Patchouli is one of the essential oils that make up the traditional perfume, and the F&F industry remains strongly dependent on its characteristics for cosmetics, air fresheners and detergents. Traditionally the compound is harvested from the mint-like plant Pogostemon cablin through steam-extraction. The first fermented patchouli product was developed by US company Amyris and launched by Swiss F&F company Firmenich. Dubbed ‘Clearwood’, it was introduced in 2014. Last year, Firmenich added another fermentation-based product, ‘Ambrox Super’, to its portfolio.

Sandalwood and agarwood are two scents that top the priority list at many bio­tech companies. Fungus-infected agarwood trees are the source of oudh, an oil revered in the Middle East and Asia. Excessive harvesting has practically wiped out natural sources. “Sandalwood from Mysore in India was the gold standard,” Evolva manager Malone says. “But they failed to build up sustainable production there.” Biotech could now help boost supply to meet the high demand.
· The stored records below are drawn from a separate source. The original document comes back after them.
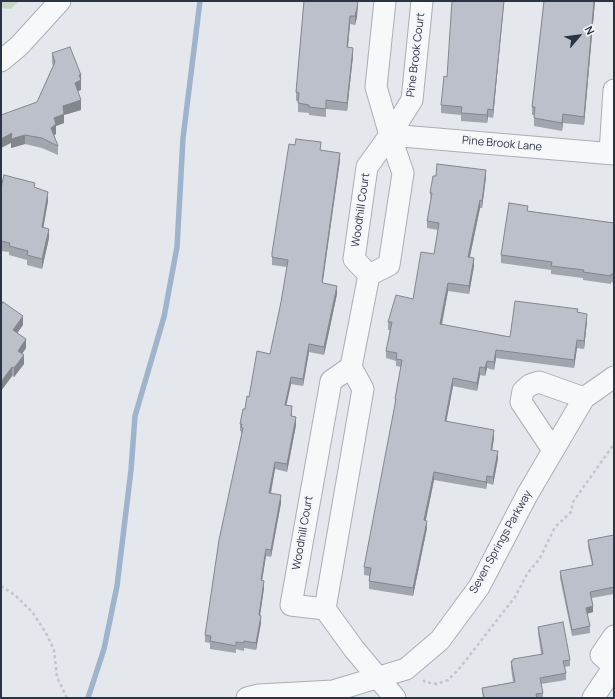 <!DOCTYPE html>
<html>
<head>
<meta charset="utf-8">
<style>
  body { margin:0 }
  #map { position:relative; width:615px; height:699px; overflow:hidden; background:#e4e7ec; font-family:Manrope,sans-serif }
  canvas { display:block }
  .frame { position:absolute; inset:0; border:2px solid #2b3445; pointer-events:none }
  .north { position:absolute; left:559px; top:16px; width:40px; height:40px; -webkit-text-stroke:3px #f4f6f9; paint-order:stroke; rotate:62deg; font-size:11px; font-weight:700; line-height:16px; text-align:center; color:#2b3445 }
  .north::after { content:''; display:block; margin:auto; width:14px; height:18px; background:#2b3445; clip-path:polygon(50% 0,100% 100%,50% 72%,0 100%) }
</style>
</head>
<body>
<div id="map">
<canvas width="615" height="699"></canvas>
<div class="frame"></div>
<div class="north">N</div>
</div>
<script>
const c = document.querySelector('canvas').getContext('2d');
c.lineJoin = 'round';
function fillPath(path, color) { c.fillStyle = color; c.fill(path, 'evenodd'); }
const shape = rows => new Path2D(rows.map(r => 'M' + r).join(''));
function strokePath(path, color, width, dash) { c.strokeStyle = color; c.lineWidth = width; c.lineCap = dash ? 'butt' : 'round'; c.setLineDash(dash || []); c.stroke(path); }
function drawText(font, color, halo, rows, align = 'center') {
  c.font = font + ' Manrope,sans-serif'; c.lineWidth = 3.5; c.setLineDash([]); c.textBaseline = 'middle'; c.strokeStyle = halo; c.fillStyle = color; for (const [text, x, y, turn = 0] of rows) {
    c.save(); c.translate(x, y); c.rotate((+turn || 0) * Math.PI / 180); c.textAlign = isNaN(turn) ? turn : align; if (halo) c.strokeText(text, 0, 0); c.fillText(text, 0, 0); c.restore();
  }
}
fillPath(shape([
  [1,1,19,1,11,9,1,8]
]), '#c9d6c5');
strokePath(shape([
  [88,698,104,649,117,586,131,470,135,416,164,317,177,247,183,138,200,1]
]), '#9fb4cc', 5.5);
const minor = shape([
  [385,1,376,87,390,135],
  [1,61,19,46,60,1],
  [390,135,403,173,389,265,369,275,354,259,367,167,390,135],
  [390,135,614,154],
  [390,135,412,100,422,1],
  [610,153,614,90],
  [369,275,351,367,363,389,325,609,354,649,395,698],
  [553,450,521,402,523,391,530,385,539,382,584,398],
  [325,609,291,605,331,381,351,367],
  [614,636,601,655,614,667],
  [247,698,259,695,333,691,406,669,440,640,479,587,527,495,584,398,614,377],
  [593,698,614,667]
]);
strokePath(minor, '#a9aeb7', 23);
strokePath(shape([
  [1,586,15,595,33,613,46,633,54,650,57,677,67,698],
  [423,680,425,682,437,684,448,680,459,669,515,597,527,574,540,558,555,527,571,512,573,502,614,444]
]), '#c2c5cb', 2.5, [3, 3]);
strokePath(minor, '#f7f8fa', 21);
fillPath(shape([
  [304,1,358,1,357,17,355,25,350,24,348,47,353,56,347,111,326,109,326,117,309,115,309,113,298,112,298,101,296,101,296,92],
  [504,1,493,118,488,117,487,123,461,121,461,115,441,113,441,105,447,77],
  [544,1,595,1,584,125,563,123,562,131,534,126,534,115,532,115,532,107],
  [52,53,81,84,81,90,78,91,81,110,64,115,64,123,56,126,56,134,54,135,58,146,58,155,42,148,25,144,11,148,11,143,37,102,53,66,52,63],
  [321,150,340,160,322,283,337,294,324,355,309,352,303,386,291,384,286,405,292,414,292,417,296,425,287,472,275,469,271,494,281,503,271,557,266,556,262,580,264,588,260,615,261,623,256,650,244,648,244,651,236,649,236,653,210,649,210,643,205,642,205,635,241,435,241,431,240,431,240,424,249,397,270,354,281,302,287,267,272,265,272,253],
  [486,177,482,208,480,208,470,257,474,266,469,294,448,291,442,325,510,337,578,312,587,321,584,349,577,348,574,368,496,358,494,370,487,368,485,376,480,375,477,391,453,386,446,421,494,438,492,450,498,459,493,485,487,483,486,489,434,480,426,520,427,528,413,596,369,589,369,581,370,576,364,575,364,567,395,407,395,399,401,367,396,366,396,361,386,358,386,351,390,330,388,330,388,322,413,299,434,254,438,230,427,228,427,221,431,201,430,193],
  [1,188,35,188,48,201,43,227,49,238,42,269,27,265,27,260,9,255,9,252,1,251],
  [528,211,614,223,614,283,611,282,611,284,583,280,583,278,551,274,551,270,501,263,501,255],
  [1,305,23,325,17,333,26,348,22,354,24,364,14,377,12,376,1,391],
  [614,535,614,594,592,598,593,612,587,614,590,626,590,633,572,636,560,578,560,571,592,565,588,547,588,540],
  [538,627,570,660,570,666,565,667,566,673,566,680,541,684,543,693,543,698,483,698,482,688,513,682,511,668,511,661,541,654,538,633]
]), '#a1a5ae');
fillPath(shape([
  [358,1,357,17,355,25,355,16],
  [504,1,504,3,493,118,493,110],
  [594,1,595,1,584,125,584,117],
  [350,16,350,24,347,56,347,47],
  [353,48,353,56,347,111,347,103],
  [79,75,81,75,81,90,75,92,75,83],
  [81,100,81,110,64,115,64,123,56,126,56,134,51,137,51,128,54,118,63,106],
  [488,109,488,117,487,123,487,115],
  [563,114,563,123,562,131,562,123],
  [12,133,25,135,25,144,11,148,11,143,1,148,1,139],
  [340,153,340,160,322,288,322,281],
  [486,170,486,177,482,208,482,201],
  [48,192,48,201,42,236,42,227],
  [480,200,480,208,468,265,468,257],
  [49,229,49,238,42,269,42,259],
  [474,258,474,266,469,294,469,286],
  [448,283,448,291,440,332,440,324],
  [337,286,337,294,324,355,324,347],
  [587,314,587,321,584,349,584,341],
  [23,316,23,325,13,339,13,330],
  [26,339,26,348,18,360,18,351],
  [577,340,577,348,574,368,574,360],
  [309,344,309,352,303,386,303,379],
  [496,350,496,358,494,370,494,362],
  [24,355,24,364,14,377,14,368],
  [487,361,487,368,485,376,485,368],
  [12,367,12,376,1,391,1,382],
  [480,367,480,375,477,391,477,383],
  [291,377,291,384,285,412,285,405],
  [453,378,453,386,445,429,445,421],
  [292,406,292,414,291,424,291,416],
  [296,417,296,425,287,472,287,464],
  [494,430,494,438,491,458,491,450],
  [498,451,498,459,493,485,493,477],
  [275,462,275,469,269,501,269,493],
  [434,472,434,480,424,528,424,520],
  [487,476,487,483,486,489,486,482],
  [281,495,281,503,271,557,271,550],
  [427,521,427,528,413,596,413,588],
  [266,549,266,556,261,587,261,580],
  [264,581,264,588,259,623,259,615],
  [593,606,593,612,586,614,586,608],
  [261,616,261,623,256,650,256,643]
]), '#83868d');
const building = shape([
  [304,1,358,1,357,8,355,16,350,16,347,47,353,48,347,103,326,100,326,109,309,107,309,105,298,103,299,93,296,92,304,1],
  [452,1,504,1,493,110,488,109,487,115,461,113,462,107,441,105,444,76,447,77,452,1],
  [544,1,594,1,584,117,563,114,562,123,534,118,535,107,532,107,544,1],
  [70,47,81,75,79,75,81,80,75,83,81,100,63,106,64,114,54,118,56,124,51,128,58,146,42,138,25,135,11,139,12,133,1,139,1,115,37,102,55,62,52,53,70,47],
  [296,139,321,142,320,150,340,153,322,281,323,283,337,286,324,347,309,344,303,379,291,377,285,405,292,406,291,416,296,417,287,464,275,462,269,493,281,495,271,550,266,549,261,580,264,581,259,615,261,616,256,643,244,641,244,643,236,642,236,646,210,641,211,636,205,635,219,540,243,428,241,427,242,424,240,424,243,409,245,409,247,396,249,397,257,351,270,354,281,302,288,260,272,257,272,253,289,144,295,145,296,139],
  [437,164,486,170,482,201,480,200,468,257,474,258,469,286,448,283,440,324,510,337,515,301,578,309,577,312,587,314,584,341,577,340,574,360,496,350,494,362,487,361,485,368,480,367,477,383,453,378,445,421,494,430,491,450,498,451,493,477,487,476,486,482,434,472,424,520,427,521,413,588,369,581,371,568,364,567,396,399,395,399,402,360,396,359,397,353,386,351,392,322,388,322,396,295,413,299,421,252,434,254,439,223,427,221,432,193,430,193,433,176,436,176,437,164],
  [4,175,35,183,34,187,48,192,42,227,49,229,42,259,27,255,28,251,9,246,10,243,1,241,1,199,2,197,1,197,1,188,4,175],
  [509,203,528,206,527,211,614,223,614,274,611,274,611,276,583,272,584,270,551,266,552,262,501,255,509,203],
  [3,302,23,316,13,330,26,339,18,351,24,355,14,368,12,367,1,382,1,305,3,302],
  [614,535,614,587,590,592,593,606,586,608,590,626,572,630,560,571,593,565,588,540,614,535],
  [563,622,570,660,563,661,566,673,540,678,543,693,536,694,537,698,484,698,482,688,515,682,511,661,513,661,513,659,543,654,538,627,563,622]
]);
fillPath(building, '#bbc0ca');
strokePath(building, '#83868d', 1);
drawText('11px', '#2b3445', '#f4f6f9', [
  ["Pine Brook Court",416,55,-83],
  ["Pine Brook Lane",502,144,5],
  ["Woodhill Court",361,210,-82],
  ["Woodhill Court",303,533,-80],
  ["Seven Springs Parkway",501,542,-61]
]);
</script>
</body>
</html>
It’s about business, not sensation

Isobionics is also working on biotech versions of sandalwood and patchouli scents, and is soon hitting the market with another compound called beta­-elemene. The volatile terpene found in 50 plants and herbs like celery, mint, and ginger root is thought to have anticancer properties – and could also find more applications in the F&F industry. “At US$100,000/kg, this molecule is very expensive,” says Janssen. “In fact, it’s so expensive that it’s practically never used by F&F companies.” As there’s no real demand, Isobionics has to make a “major effort” to sell its cheaper beta-elemene. “To gain market traction, we have to develop a new product or application around it,” believes Janssen. And what‘s true for rare F&F compounds is doubly so for completely new fragrances. “Only a handful of fragrance companies develop new molecules – and no more than one or two hit the market per year,” Evolva VP Malone adds. “The industry is very traditional. Some flavours and fragrances are there forever will always be in demand because they drive consumer preference in a wide range of products. In my opinion, new projects by F&F biotech companies have to be heavily driven by business and consumer needs.”